These may be set/overwritten in a variety of places. Your profile establishes base settings; these may be amended/overridden in places like /etc/env.d, /etc/portage/make.conf, your shell configuration... see the provided links for details. 

FEATURES="...config-protect-if-modified..." unprotects configuration files that would otherwise be protected if they have never been modified after installation. This means, if you have never touched /etc/ssh/sshd_config, then emerge will ignore CONFIG_PROTECT because (presumably) you have never modified the file with site-specific settings. This reduces the amount of configuration merging one has to do after an update, at the cost of "surprises" that occur when one has been relying on default behaviors of never-touched configuration files that upstream authors then change. This may be what had occurred in your case, but there is a bit of mystery there. PermitRootLogin has been defaulting to "no" for about a million years. Maybe a little less. So it is not clear to me, if you've never touched these files, how you've been going in as root via ssh all this time. That aside, now that you have changed the file, the FEATURES setting no longer applies and sshd.config is now under the scope CONFIG_PROTECT, assuming that this environment variable includes /etc/ssh in the first place. So, brew yourself a pot of coffee and check that CONFIG_PROTECT is working the way that you would like. Have fun; take care.

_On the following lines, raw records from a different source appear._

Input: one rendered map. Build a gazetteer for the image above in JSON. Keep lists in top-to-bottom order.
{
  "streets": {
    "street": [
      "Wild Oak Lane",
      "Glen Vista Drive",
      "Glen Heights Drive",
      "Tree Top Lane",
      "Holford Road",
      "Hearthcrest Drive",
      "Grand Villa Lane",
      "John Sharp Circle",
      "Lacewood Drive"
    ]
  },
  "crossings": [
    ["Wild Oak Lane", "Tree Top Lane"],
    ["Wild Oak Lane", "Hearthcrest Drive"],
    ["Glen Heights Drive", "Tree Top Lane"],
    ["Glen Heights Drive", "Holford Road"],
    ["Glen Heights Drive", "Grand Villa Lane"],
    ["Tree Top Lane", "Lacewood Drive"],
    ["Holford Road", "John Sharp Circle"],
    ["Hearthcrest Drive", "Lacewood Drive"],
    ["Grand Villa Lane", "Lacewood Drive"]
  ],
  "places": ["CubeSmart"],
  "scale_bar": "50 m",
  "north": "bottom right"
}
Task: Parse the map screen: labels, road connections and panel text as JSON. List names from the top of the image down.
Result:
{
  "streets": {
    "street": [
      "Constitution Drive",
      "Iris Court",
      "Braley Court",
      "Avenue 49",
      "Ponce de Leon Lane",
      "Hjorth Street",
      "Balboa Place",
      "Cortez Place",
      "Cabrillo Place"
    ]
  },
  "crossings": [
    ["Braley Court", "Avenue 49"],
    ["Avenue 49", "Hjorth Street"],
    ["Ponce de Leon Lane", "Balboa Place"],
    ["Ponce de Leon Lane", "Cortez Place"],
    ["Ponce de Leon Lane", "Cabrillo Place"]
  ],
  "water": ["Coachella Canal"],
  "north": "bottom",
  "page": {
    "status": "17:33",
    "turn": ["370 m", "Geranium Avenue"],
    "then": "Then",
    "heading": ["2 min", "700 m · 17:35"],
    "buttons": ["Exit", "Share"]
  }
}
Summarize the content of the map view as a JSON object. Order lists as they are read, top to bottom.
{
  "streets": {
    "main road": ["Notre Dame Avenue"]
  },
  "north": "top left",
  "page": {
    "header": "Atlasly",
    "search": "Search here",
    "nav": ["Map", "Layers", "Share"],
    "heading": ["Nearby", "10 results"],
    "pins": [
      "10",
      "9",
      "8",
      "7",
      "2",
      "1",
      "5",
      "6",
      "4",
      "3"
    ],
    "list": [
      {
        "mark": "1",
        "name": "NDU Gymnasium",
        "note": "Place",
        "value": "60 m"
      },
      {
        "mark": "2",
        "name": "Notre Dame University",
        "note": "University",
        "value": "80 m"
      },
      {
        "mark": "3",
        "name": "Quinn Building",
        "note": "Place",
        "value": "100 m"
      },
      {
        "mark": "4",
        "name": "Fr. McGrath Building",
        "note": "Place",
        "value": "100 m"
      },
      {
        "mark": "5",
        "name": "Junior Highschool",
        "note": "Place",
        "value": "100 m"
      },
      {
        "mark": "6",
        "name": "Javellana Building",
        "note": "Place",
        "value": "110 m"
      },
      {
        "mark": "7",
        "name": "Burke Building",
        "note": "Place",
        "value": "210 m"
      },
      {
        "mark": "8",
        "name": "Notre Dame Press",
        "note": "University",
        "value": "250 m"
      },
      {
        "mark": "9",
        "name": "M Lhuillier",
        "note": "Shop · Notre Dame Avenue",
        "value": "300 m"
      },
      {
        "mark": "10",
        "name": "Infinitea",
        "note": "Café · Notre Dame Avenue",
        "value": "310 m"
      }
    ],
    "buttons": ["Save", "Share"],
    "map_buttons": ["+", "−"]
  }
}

POST EDIT: While poking around configuration files, you might consider HostbasedAuthentication, which conveniently precludes having to enter login passwords over ssh. Your session just starts, seemingly without a password. Behind the scenes, you're authenticated by means of public/private keypairs. Same mechanism supports the very paranoid -- the password becomes a strictly local affair between you and your ssh client as you are actually unlocking your private key during authentication. Keystrokes never go over the wire. These two related mechanisms entail distributing public/private key pairs to your various user accounts and ssh servers. Man ssh_config (no 'd') and man ssh-keygen for more background. -- G.

----------